Walking through the farmers’ market we see an abundance of fresh produce. We cook and eat without thinking about the food waste between seed and plate. I’ve posted and reblogged articles about this issue: what has been done in other countries, tips on how not to waste food, making efficient use of leftovers, mindful eating, and grocery shopping for one, all with thoughts about food waste.
This morning I read an article from Food 52 on kitchen scraps–with some statistics on food waste. This post gave a lot of recipes using those things that we often consider “scraps”–and some information on how long those (sometimes) impulsive purchases from the farmers’ market will last once you’ve gotten them into the kitchen.

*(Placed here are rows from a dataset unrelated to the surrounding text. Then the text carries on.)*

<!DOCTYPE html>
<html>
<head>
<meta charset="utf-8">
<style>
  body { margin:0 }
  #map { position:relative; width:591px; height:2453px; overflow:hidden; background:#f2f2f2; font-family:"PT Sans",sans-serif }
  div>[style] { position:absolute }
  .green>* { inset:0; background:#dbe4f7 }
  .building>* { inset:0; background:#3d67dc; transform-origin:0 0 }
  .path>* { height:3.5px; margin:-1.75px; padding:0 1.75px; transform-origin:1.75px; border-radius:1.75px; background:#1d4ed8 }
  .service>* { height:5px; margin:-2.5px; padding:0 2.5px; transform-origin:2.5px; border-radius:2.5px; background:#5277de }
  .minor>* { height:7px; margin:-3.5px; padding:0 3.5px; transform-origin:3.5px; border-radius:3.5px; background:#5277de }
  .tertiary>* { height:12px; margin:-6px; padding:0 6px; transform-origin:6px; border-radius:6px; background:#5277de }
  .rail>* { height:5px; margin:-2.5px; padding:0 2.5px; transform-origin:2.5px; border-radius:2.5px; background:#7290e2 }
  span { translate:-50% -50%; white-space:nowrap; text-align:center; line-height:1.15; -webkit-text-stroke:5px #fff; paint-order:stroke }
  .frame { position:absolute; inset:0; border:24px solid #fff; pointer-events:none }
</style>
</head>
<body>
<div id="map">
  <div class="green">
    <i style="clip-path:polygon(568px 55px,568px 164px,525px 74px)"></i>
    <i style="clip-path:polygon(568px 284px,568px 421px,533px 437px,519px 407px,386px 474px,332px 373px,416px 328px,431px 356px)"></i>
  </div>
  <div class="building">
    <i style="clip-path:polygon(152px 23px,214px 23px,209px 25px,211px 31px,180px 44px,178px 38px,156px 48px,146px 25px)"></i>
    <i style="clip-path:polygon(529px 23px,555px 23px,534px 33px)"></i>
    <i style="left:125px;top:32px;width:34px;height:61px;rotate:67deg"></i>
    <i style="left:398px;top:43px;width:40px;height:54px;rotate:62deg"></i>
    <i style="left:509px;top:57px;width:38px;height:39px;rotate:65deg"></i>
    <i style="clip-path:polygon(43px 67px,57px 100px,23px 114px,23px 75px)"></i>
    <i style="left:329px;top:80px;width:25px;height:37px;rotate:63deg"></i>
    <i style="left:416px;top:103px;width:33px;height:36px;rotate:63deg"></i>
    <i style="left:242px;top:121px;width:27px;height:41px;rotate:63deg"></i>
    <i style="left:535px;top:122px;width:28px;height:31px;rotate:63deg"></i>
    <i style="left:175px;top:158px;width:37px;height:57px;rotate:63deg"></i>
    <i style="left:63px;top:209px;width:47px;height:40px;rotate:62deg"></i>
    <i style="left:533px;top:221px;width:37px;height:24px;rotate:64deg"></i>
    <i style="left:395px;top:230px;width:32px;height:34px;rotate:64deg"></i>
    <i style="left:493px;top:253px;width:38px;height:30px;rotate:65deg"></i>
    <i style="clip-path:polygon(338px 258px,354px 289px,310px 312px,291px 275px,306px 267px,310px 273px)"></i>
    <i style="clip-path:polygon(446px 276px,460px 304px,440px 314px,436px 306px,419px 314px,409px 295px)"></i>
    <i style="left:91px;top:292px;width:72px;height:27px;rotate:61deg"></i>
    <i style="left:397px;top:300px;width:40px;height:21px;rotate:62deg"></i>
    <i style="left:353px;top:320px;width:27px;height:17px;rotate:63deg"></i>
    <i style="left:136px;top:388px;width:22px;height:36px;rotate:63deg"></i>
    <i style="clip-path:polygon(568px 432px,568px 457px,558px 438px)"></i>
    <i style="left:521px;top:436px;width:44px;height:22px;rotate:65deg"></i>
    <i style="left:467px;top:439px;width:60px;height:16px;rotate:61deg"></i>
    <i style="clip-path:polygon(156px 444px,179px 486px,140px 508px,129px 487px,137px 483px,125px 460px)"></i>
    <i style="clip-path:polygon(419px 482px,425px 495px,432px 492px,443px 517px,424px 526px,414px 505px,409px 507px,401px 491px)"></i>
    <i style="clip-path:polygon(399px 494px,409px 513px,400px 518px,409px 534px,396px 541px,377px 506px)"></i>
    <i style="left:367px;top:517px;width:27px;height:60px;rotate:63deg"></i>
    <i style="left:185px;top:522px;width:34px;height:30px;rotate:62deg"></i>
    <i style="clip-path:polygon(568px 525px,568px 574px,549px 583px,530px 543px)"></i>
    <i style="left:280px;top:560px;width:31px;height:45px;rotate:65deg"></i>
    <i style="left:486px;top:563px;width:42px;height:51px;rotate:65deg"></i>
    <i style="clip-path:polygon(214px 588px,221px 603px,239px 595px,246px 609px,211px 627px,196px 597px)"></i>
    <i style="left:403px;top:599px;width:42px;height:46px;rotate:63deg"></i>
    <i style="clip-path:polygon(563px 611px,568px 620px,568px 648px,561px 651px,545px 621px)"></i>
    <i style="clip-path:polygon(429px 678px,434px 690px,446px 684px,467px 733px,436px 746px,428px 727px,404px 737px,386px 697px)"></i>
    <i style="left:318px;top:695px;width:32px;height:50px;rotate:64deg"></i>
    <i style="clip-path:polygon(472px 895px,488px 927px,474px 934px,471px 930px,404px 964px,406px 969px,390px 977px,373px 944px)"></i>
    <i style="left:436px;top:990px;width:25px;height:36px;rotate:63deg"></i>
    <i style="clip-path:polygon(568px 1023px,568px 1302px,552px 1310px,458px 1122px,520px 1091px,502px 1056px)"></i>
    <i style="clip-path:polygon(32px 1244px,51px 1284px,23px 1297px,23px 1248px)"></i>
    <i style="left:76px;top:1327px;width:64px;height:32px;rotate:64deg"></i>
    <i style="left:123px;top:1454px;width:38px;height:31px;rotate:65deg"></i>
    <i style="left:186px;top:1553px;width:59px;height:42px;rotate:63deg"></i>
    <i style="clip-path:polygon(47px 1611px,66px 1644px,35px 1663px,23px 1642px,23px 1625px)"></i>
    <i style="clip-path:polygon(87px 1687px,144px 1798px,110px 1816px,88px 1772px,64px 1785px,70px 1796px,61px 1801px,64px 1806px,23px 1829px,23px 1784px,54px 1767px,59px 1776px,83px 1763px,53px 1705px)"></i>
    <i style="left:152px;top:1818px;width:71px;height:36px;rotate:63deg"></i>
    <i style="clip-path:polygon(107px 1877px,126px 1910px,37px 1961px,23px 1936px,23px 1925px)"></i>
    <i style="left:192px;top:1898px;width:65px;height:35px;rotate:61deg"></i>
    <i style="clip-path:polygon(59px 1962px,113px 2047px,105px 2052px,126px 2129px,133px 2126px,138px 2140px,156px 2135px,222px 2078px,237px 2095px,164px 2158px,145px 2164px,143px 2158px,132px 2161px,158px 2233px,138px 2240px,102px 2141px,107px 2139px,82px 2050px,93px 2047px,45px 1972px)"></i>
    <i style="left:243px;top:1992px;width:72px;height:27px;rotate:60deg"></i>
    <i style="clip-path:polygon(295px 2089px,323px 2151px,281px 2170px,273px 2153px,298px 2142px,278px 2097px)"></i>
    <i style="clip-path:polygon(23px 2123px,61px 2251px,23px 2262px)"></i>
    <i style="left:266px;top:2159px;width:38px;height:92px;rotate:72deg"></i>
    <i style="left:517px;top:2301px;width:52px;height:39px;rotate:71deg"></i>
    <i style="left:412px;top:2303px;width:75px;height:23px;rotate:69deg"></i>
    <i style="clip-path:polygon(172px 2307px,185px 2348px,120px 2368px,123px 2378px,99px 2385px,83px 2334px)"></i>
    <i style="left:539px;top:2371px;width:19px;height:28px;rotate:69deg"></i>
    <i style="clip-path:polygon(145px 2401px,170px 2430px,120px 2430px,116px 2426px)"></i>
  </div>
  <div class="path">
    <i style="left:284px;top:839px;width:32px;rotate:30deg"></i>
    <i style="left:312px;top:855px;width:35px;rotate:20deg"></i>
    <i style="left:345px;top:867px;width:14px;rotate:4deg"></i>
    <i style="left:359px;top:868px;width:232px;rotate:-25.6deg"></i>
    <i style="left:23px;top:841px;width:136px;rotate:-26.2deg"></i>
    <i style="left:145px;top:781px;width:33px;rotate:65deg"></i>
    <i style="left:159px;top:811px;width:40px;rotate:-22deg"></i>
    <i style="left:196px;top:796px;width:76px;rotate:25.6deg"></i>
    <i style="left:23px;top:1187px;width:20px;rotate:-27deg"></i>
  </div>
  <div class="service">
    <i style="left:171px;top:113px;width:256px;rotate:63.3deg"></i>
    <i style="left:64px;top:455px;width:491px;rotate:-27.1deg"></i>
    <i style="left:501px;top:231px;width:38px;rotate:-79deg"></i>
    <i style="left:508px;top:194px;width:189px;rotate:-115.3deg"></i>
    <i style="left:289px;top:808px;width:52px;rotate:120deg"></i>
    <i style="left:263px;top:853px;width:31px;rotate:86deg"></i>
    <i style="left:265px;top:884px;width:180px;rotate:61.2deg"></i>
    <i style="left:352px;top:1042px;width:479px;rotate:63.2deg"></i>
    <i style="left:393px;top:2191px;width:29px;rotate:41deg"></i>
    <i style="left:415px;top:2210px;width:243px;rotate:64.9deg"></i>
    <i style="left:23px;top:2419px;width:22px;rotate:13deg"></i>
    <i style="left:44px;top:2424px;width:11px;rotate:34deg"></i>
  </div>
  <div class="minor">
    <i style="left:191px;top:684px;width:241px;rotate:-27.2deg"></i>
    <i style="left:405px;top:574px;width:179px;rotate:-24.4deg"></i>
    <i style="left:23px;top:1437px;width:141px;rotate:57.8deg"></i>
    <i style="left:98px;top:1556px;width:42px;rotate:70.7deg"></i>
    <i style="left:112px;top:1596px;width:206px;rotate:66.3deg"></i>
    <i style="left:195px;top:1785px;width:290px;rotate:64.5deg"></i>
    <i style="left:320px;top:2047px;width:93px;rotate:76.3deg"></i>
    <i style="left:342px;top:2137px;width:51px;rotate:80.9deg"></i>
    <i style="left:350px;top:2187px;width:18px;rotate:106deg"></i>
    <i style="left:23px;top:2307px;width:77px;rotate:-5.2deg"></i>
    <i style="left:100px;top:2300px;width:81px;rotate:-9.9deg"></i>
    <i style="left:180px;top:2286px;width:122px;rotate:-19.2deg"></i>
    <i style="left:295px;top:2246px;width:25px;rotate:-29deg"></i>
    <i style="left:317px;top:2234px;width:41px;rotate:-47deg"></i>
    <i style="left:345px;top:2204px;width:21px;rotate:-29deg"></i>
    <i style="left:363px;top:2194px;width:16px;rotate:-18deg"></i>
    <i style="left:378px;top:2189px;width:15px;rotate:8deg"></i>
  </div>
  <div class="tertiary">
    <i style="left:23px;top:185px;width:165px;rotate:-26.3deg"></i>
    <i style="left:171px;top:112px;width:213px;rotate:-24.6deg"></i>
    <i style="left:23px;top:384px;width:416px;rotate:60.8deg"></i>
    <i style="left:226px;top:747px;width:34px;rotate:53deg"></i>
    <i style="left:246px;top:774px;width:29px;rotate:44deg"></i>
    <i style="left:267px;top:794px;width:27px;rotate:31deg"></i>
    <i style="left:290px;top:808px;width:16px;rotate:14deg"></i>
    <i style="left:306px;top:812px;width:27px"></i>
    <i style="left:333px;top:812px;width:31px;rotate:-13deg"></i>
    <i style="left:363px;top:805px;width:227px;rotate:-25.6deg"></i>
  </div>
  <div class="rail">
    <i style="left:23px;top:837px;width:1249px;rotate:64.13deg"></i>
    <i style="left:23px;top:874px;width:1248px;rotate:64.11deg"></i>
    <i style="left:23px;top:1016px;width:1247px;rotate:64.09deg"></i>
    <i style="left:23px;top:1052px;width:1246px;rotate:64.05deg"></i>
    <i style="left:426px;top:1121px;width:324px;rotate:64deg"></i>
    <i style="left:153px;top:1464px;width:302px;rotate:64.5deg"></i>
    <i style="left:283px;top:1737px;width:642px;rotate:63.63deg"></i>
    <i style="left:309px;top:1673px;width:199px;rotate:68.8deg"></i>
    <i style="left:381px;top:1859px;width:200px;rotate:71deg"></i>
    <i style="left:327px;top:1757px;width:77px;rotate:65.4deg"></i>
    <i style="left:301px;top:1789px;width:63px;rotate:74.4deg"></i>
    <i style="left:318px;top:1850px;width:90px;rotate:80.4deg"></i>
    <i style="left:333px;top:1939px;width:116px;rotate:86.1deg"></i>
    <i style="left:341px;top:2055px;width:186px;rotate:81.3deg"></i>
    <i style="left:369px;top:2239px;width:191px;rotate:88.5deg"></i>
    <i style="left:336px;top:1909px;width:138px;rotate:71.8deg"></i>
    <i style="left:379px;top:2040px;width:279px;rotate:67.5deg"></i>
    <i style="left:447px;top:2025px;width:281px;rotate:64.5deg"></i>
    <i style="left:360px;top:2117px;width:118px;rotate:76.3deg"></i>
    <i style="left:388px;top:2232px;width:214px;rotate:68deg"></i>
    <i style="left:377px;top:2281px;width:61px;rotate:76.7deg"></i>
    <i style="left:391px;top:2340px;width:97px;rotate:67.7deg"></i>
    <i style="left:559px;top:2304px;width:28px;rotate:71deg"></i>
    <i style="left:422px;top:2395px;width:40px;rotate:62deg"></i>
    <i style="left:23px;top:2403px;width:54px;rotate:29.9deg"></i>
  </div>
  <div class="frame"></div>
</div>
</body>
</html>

This article has links to 125 (yes–one hundred twenty-five) recipes that focus on using that whole bunch of greens (even the stems) and things we often don’t consider for cooking and eating–radish tops, and even peels and skins of fruits and vegetables. We often discard the stems from chard and other greens when we cook the tender leaves but those stems are just as nutritious if treated just a bit differently–added first to the pot, or even used separately rather than discarded.

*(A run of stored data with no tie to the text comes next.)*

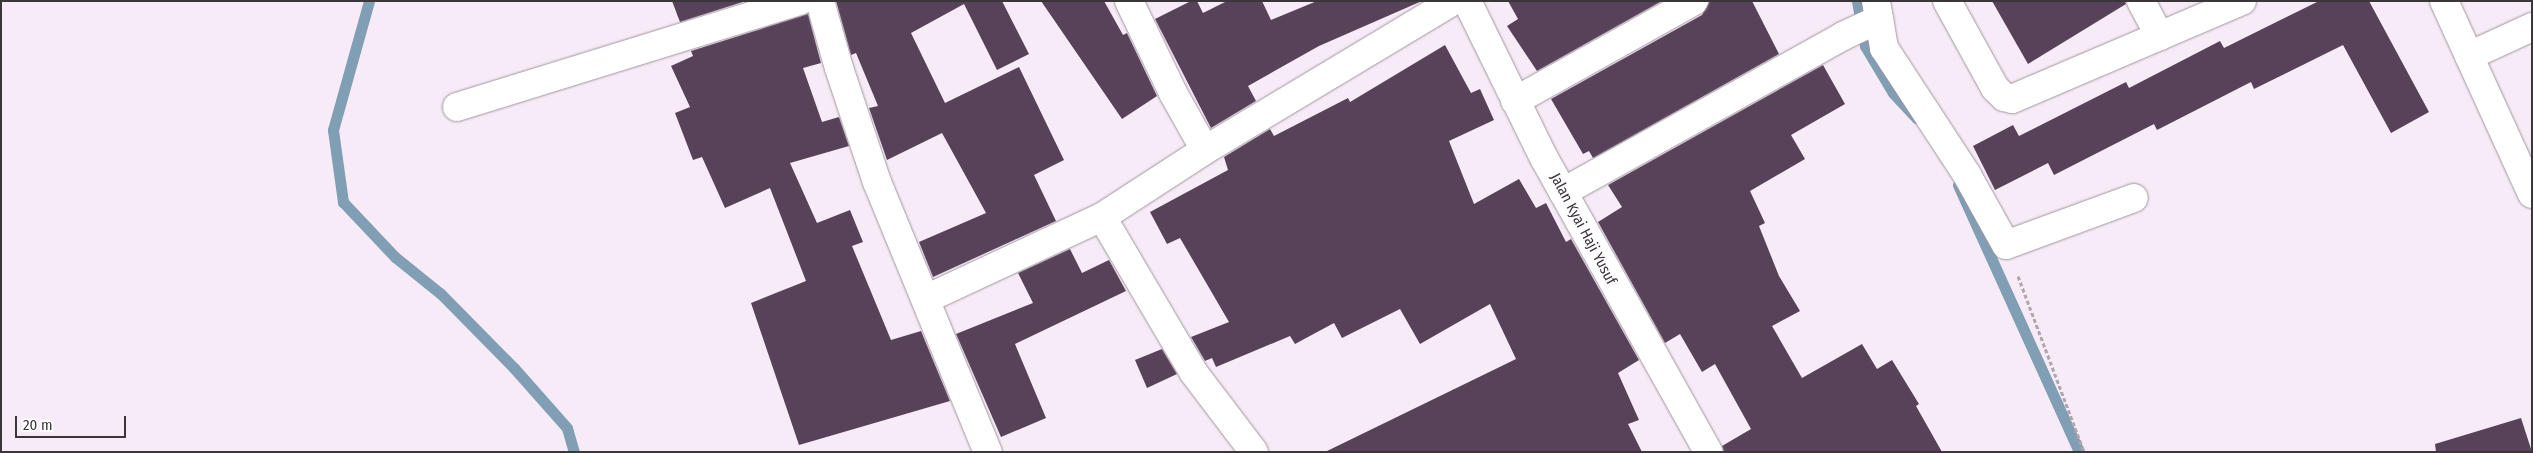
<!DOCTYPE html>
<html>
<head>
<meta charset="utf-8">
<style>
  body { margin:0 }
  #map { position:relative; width:2533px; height:453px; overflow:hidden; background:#f7ebf7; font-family:"Fira Sans Condensed",sans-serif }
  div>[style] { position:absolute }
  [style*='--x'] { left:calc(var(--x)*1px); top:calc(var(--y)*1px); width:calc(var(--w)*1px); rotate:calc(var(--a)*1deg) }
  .stream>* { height:11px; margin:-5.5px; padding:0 5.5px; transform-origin:5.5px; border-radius:5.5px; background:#809eb4 }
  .building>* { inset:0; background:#584259 }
  .path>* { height:3px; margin-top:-1.5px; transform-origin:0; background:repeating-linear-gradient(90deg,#aea5ae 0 4px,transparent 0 6.5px) }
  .roads { filter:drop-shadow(0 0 1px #a096a0) drop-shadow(0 0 1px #a096a0) }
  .street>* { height:28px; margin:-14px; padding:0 14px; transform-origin:14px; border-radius:14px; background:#fff }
  .secondary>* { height:28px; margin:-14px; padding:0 14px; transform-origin:14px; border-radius:14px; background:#fff }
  span { translate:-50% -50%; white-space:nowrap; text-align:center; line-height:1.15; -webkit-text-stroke:5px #fefcfe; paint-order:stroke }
  .street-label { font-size:15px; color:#3a363a }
  .frame { position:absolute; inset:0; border:2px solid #3a363a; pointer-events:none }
  .scale { position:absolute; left:15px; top:416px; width:111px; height:22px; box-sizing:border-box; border:2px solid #3a363a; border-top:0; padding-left:6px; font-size:15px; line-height:18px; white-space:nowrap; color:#3a363a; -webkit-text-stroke:4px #fefcfe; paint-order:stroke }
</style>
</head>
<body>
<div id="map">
  <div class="stream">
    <div style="--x:369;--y:1;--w:134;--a:105.6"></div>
    <div style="--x:333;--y:130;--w:73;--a:82.1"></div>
    <div style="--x:343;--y:202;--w:76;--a:46.6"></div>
    <div style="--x:395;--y:257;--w:59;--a:38.8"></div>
    <div style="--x:441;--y:294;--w:104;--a:45.4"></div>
    <div style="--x:514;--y:368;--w:80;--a:48.5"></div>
    <div style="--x:567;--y:428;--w:25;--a:74"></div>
    <div style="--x:1857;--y:1;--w:46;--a:79.9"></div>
    <div style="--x:1865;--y:46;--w:55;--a:59.2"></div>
    <div style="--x:1893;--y:93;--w:35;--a:47"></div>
    <div style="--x:1958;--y:185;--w:293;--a:65.6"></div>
  </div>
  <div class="building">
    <div style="clip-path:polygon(672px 1px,746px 1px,680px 22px)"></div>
    <div style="clip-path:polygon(836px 1px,1002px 1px,1029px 54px,997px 70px,964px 4px,911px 33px,945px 103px,1019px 67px,1064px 160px,1034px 175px,1056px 221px,933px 277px,919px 242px,986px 213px,942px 133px,887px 160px,869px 108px,878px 106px,856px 53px,851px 55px)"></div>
    <div style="clip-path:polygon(1041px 1px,1104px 1px,1123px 35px,1127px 33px,1157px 96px,1122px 119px)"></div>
    <div style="clip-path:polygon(1191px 1px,1197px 1px,1203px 13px,1227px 1px,1262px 1px,1271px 20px,1317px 1px,1422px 1px,1319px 46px,1248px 86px,1256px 101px,1211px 128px,1155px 19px)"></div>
    <div style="clip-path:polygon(1508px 1px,1662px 1px,1537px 71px,1507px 26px,1518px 19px)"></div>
    <div style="clip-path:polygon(1710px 1px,1752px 1px,1779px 54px,1593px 158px,1589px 151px,1583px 154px,1551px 99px,1702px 15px)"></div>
    <div style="clip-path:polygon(1992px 1px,2125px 1px,2126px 4px,2028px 64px)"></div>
    <div style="clip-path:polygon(2319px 1px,2369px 1px,2429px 112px,2391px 133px,2343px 45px,2254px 89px,2251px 82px,2157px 130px,2154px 124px,2054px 175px,2048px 163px,1995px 190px,1973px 146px,2013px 125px,2019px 136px,2126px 82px,2129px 88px,2220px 41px,2224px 48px)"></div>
    <div style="clip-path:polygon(808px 14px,821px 63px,803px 68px,822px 122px,839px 117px,849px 146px,790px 163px,817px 223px,850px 210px,863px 242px,852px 246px,891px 340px,921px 331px,950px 401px,799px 445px,751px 303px,806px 281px,770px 188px,725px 208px,702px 157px,693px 160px,675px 113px,690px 107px,671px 66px,693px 56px,691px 51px)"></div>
    <div style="clip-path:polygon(1445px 45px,1471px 93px,1480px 89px,1494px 120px,1449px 141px,1474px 204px,1519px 179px,1536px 208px,1546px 203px,1566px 242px,1571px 239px,1639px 360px,1618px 373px,1639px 420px,1628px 424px,1642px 452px,1325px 452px,1516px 359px,1490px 304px,1420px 344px,1400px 309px,1342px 338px,1334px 323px,1295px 344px,1290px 336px,1216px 367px,1212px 358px,1205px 361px,1191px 337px,1229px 322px,1180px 238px,1167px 244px,1150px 212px,1228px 170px,1224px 157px,1270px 129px,1274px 136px,1348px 98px,1350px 102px)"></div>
    <div style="clip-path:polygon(1823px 65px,1845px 104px,1791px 135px,1805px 159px,1750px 191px,1765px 223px,1759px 226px,1779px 276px,1800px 311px,1772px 326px,1802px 378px,1862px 344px,1877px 369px,1892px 360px,1919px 404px,1916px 406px,1942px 452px,1724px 452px,1722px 446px,1751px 429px,1715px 364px,1702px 372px,1680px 334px,1665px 343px,1598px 222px,1622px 207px,1608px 185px)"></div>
    <div style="clip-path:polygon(1070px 249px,1082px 273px,1109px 260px,1126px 291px,1015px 344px,1046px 418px,1001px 437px,956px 334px,1033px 303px,1018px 273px)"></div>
    <div style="clip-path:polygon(1162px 349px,1177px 374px,1147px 388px,1135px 360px)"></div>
    <div style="clip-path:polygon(2521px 418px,2532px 452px,2436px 452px,2435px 444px)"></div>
  </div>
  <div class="path">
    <div style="--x:2018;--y:276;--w:188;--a:69.4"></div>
  </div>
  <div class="roads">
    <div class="street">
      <div style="--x:820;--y:1;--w:70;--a:74.2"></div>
      <div style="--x:839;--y:68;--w:120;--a:71.6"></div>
      <div style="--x:877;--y:182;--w:292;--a:67.7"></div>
      <div style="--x:1129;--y:1;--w:102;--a:64.4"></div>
      <div style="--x:1173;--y:93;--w:65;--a:60.7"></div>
      <div style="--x:1876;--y:1;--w:48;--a:80.3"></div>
      <div style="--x:1884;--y:48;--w:152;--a:56.8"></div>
      <div style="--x:1967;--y:175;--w:80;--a:60.9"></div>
      <div style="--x:2006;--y:245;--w:136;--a:-20.2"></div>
      <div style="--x:1947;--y:1;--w:99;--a:61.1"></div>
      <div style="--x:1995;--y:88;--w:13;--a:45"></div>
      <div style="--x:2004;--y:97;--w:8;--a:14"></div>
      <div style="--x:2012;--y:99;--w:250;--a:-23.1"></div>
      <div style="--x:2141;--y:1;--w:40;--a:62"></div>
      <div style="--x:2444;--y:1;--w:212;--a:65.5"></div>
      <div style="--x:2469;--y:56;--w:69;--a:-24.7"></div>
      <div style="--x:1515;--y:101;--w:205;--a:-29.2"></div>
      <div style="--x:457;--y:107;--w:359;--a:-17.2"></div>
      <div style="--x:1563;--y:192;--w:321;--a:-29.1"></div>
      <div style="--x:1843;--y:36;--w:40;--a:-25"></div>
      <div style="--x:1102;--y:217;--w:181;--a:59.5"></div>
      <div style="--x:1194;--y:373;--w:99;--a:52.8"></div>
      <div style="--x:926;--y:299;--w:194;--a:-25"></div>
      <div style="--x:1102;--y:217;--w:123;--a:-33"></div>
      <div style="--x:1205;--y:150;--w:289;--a:-31"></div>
    </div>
    <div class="secondary">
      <div style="--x:1467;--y:1;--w:175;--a:63.9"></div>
      <div style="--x:1544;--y:158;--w:337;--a:60.8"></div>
    </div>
  </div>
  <div class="street-label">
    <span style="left:1583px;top:229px;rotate:62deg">Jalan Kyai Haji Yusuf</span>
  </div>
  <div class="frame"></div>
  <div class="scale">20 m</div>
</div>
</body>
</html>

I’ve not tried all these recipes, but from my experience, the recipes from sources cited here are usually good. Even if you don’t use the recipes per se I think perusing them can show many ways that we can better use our food.
On a related note, while we are enjoying the benefits of pollinators–honey bees included--those ladies of the hive are experiencing a decrease in the nectar and pollen that they can
gather–what we beekeepers call a “dearth” (scarcity or lack of something). We are eating and putting by the “fruits” of their work in the spring–and we don’t think about what is available for them at this time of the year.
I’ll be inspecting my hives tomorrow to see how much honey and pollen is stored. Most likely my ladies are consuming stored honey and pollen while awaiting the start of the goldenrod and aster seasons here in the Piedmont region of North Carolina. If necessary, I’ll be providing supplemental food (sugar syrup with supplements added) for them until the fall nectar flow starts and they can store honey and pollen for the winter.
I’m not planning a second harvest from hive Rosemarinus, or a first harvest from Salvia–they will get to keep all they produce from the autumn nectar flow to see them through the winter.